▸ **WHAT YOU SHOULD DO**
Report back each line of the records that contains the string "import".

▸ **RECORD SET**
********
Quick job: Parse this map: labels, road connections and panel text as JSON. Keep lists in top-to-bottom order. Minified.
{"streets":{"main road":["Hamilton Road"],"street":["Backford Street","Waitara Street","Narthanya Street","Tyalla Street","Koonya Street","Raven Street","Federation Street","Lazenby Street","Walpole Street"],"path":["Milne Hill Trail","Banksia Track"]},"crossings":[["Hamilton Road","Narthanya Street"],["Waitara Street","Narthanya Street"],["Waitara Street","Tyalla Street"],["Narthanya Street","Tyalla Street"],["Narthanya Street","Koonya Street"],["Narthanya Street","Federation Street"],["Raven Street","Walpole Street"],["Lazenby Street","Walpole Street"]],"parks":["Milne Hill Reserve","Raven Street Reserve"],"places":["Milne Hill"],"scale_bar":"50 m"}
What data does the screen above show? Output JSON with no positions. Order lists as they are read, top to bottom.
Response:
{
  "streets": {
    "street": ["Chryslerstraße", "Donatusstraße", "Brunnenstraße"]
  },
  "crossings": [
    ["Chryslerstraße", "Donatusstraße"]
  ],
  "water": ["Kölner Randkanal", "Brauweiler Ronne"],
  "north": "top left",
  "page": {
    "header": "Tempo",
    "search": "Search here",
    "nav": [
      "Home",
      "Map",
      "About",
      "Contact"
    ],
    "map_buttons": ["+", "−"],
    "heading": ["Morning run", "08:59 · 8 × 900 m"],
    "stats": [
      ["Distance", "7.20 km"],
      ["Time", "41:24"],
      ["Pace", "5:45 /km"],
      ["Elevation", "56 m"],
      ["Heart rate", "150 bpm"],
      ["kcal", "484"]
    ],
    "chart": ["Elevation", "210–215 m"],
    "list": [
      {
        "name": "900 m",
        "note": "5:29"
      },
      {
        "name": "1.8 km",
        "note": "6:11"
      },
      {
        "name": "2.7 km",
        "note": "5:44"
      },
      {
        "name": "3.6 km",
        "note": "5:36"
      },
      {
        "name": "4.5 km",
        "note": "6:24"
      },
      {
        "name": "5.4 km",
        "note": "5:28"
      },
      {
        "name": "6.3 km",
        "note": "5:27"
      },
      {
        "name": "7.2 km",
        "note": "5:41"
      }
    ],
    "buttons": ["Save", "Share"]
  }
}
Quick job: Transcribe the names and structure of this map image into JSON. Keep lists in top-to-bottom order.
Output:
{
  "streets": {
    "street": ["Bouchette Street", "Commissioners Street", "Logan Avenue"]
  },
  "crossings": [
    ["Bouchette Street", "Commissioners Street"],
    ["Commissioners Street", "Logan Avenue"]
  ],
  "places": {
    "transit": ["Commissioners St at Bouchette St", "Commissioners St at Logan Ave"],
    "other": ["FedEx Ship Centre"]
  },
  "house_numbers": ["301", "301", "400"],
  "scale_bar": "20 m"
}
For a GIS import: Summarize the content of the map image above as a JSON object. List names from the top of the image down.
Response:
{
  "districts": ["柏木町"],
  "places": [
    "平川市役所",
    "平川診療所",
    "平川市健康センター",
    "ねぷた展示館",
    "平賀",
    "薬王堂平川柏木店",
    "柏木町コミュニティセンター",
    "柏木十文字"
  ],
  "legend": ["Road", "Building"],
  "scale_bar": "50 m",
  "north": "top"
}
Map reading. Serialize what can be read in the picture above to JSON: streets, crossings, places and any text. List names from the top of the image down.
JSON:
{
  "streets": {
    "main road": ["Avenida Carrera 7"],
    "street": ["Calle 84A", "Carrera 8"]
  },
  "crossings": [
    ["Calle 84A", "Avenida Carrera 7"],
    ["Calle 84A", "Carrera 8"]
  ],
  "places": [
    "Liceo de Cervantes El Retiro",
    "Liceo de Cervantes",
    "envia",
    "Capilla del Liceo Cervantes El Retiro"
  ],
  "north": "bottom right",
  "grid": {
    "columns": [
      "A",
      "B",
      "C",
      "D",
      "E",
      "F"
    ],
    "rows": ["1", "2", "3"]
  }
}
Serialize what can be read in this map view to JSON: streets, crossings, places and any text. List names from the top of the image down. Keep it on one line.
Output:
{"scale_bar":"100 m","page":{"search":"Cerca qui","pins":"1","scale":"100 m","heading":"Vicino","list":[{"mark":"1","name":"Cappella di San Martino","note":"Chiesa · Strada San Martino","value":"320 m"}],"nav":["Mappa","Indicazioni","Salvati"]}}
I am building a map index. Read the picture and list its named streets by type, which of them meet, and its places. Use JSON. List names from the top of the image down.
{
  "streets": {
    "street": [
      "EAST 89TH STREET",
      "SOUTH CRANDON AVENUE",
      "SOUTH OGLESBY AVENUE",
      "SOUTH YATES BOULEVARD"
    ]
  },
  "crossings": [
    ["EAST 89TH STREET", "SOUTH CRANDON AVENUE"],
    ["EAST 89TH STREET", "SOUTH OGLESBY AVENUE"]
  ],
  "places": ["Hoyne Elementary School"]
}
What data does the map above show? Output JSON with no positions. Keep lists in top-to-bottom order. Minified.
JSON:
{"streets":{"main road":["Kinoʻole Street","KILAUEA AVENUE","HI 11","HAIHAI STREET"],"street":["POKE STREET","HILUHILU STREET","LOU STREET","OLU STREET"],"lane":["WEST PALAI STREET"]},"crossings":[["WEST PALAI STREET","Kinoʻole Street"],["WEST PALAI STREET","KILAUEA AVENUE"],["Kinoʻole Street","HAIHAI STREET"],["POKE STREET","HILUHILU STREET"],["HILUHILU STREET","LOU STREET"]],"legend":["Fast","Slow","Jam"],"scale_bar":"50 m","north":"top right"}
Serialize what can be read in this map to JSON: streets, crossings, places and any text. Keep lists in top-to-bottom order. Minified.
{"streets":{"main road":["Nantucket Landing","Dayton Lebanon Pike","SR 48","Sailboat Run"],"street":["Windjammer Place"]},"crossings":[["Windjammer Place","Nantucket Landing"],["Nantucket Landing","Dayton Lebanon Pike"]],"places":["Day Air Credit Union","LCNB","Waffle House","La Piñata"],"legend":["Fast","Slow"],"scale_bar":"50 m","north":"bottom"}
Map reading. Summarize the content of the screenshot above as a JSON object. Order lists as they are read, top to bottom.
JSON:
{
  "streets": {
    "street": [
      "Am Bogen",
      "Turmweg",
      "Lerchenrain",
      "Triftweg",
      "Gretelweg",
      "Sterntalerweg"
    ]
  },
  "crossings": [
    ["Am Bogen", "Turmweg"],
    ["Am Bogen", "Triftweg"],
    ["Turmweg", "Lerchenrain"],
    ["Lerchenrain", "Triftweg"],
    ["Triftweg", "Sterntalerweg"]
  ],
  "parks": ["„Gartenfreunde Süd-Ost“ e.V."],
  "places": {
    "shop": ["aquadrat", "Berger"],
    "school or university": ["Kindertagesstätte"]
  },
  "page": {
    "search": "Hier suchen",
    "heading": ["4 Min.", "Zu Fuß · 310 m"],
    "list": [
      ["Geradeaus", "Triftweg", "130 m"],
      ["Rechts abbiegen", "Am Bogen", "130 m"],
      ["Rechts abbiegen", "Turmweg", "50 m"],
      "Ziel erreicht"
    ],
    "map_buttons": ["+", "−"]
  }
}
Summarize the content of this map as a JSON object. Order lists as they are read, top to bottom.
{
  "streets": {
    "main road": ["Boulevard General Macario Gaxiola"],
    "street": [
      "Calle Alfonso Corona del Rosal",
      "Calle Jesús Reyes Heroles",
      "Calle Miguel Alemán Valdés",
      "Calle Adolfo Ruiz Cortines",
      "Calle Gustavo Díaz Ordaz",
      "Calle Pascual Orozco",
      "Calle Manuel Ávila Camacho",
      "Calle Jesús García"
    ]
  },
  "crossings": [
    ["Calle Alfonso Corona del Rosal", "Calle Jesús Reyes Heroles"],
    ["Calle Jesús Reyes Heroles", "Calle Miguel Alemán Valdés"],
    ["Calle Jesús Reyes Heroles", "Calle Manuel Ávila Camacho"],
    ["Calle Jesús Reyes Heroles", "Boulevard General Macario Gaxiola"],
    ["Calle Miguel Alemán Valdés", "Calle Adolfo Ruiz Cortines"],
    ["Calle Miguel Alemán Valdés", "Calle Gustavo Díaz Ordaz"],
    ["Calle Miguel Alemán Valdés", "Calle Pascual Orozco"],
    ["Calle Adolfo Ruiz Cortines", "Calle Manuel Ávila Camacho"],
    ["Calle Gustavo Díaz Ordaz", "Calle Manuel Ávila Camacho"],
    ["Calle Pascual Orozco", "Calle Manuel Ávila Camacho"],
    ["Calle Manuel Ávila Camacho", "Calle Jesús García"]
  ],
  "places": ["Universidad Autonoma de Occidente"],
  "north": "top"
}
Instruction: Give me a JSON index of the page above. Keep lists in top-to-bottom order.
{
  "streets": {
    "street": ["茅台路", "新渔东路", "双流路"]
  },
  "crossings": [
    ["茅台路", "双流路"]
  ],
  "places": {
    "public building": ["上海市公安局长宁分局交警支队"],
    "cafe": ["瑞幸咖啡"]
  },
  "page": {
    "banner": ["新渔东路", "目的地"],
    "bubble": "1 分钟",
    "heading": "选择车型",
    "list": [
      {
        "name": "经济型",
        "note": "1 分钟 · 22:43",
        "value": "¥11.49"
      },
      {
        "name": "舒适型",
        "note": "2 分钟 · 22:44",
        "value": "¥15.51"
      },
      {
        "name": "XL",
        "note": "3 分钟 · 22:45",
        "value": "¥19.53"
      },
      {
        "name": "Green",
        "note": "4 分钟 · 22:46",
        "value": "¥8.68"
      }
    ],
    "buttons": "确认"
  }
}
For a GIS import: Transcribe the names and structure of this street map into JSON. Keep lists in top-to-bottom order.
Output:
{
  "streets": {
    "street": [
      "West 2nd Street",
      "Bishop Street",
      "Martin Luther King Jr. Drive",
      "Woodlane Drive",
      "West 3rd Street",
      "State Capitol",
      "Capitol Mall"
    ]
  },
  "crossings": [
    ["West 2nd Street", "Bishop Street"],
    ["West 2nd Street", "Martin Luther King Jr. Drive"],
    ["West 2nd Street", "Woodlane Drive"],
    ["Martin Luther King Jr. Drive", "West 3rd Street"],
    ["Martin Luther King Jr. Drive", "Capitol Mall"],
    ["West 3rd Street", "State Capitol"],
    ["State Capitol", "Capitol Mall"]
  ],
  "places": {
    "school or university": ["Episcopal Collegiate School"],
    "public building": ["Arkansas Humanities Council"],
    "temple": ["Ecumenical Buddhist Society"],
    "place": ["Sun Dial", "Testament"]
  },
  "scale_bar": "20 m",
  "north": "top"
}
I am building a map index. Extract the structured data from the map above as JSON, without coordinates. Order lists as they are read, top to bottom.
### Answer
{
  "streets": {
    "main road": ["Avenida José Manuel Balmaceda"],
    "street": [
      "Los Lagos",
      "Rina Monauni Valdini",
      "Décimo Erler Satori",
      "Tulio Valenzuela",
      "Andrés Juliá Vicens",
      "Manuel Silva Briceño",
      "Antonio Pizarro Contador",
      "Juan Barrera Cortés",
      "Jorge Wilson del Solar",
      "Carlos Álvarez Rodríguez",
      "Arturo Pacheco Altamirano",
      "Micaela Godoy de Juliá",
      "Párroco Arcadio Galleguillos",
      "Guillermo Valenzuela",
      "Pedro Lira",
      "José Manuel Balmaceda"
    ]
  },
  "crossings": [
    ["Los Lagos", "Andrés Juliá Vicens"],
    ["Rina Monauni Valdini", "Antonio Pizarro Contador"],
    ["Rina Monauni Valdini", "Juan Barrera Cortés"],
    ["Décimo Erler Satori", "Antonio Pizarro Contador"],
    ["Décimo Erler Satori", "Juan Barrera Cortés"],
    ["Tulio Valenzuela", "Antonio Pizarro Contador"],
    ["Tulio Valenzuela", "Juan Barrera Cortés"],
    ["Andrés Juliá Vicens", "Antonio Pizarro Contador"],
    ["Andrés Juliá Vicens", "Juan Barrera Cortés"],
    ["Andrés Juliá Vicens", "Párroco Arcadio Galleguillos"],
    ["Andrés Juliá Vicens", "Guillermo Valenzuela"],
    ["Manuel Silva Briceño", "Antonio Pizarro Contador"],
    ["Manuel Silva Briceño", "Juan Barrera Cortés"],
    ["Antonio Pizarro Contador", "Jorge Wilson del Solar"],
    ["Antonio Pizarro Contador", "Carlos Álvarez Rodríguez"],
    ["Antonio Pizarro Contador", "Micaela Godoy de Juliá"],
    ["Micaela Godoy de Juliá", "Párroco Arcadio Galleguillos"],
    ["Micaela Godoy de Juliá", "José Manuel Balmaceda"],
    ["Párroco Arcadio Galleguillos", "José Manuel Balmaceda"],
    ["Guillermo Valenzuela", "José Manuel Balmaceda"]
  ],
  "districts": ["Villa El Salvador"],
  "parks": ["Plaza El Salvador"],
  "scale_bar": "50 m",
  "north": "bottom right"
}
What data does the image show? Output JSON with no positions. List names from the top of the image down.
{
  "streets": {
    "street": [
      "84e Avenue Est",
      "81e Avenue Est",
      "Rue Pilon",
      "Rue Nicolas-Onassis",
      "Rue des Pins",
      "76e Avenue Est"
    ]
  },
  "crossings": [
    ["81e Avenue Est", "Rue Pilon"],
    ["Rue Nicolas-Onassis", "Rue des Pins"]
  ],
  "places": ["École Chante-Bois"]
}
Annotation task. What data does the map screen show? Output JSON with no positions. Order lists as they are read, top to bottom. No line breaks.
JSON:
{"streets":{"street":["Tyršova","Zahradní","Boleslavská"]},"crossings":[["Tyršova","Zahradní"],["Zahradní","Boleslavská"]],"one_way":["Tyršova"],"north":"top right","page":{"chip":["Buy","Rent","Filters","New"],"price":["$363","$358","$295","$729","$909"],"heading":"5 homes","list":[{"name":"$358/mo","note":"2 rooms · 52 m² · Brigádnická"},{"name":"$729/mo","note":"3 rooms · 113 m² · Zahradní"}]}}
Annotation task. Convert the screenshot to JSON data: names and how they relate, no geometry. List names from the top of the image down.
********
▸ **EXPECTED OUTPUT**
For a GIS import: Summarize the content of the map image above as a JSON object. List names from the top of the image down.
For a GIS import: Transcribe the names and structure of this street map into JSON. Keep lists in top-to-bottom order.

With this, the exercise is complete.